I do have opinions, of course, but they don’t fit in a tweet (and would be extremely awkward on TikTok). I think Hamas is a terrorist group and Israel has a right to defend itself. I lived in Manhattan on Sept. 11, and even so, I can’t imagine the grief and terror Jewish people feel right now in the face of continued attacks and rising antisemitism globally. I also think that the Israeli state should not be allowed to conflate Hamas with Gaza or to cut off electricity and access to food and medical supplies to civilians who are trapped in Gaza or to justify those acts by claiming that Palestinians who live there — about half of whom are children — can just leave when they plainly can’t. If the destruction of Gaza is not the goal, it is a very real possibility, and that should be equally unacceptable.

Are these opinions helpful? Useful? Interesting? And if so, to whom?

I’m not a member of Alcoholics Anonymous, but a passage in the book “Twelve Steps and Twelve Traditions” seems applicable here. “Nothing pays off like restraint of tongue and pen,” writes A.A.'s co-founder Bill Wilson. “We must avoid quick-tempered criticism and furious, power-driven arguments,” which he calls “emotional booby traps baited with pride and vengefulness.” I’ll admit I have posted on social media from a place of pride and vengeance, and as a writer, I’m perhaps less conditioned to practice restraint of pen and avoidance of arguments.
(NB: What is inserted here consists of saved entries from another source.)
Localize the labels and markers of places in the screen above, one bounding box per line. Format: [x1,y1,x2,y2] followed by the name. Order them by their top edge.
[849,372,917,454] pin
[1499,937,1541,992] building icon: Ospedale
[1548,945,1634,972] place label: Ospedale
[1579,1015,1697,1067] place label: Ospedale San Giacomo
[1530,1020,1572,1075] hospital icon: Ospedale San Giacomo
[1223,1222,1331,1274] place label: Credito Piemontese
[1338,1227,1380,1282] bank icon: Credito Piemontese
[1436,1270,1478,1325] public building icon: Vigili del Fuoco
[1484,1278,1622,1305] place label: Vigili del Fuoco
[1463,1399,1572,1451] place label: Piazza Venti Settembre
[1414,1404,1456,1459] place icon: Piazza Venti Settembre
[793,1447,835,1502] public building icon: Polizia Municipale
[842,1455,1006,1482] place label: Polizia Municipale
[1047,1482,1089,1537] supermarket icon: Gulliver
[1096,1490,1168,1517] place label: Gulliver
But thoughtful criticism is my goal, and while I’ve regretted posting half-formed thoughts too quickly, I’ve never regretted waiting until I was less angry or not posting at all.

In an environment where people are led to believe they should post or blurt out simplistic opinions, they will, for fear that others will think they’re not informed enough, they don’t care enough or their moral compass has been demagnetized. But a reactionary social media post tells you nothing about what they really think or know, cheapens the discourse and impedes progress. It’s sloganeering masquerading as moral clarity.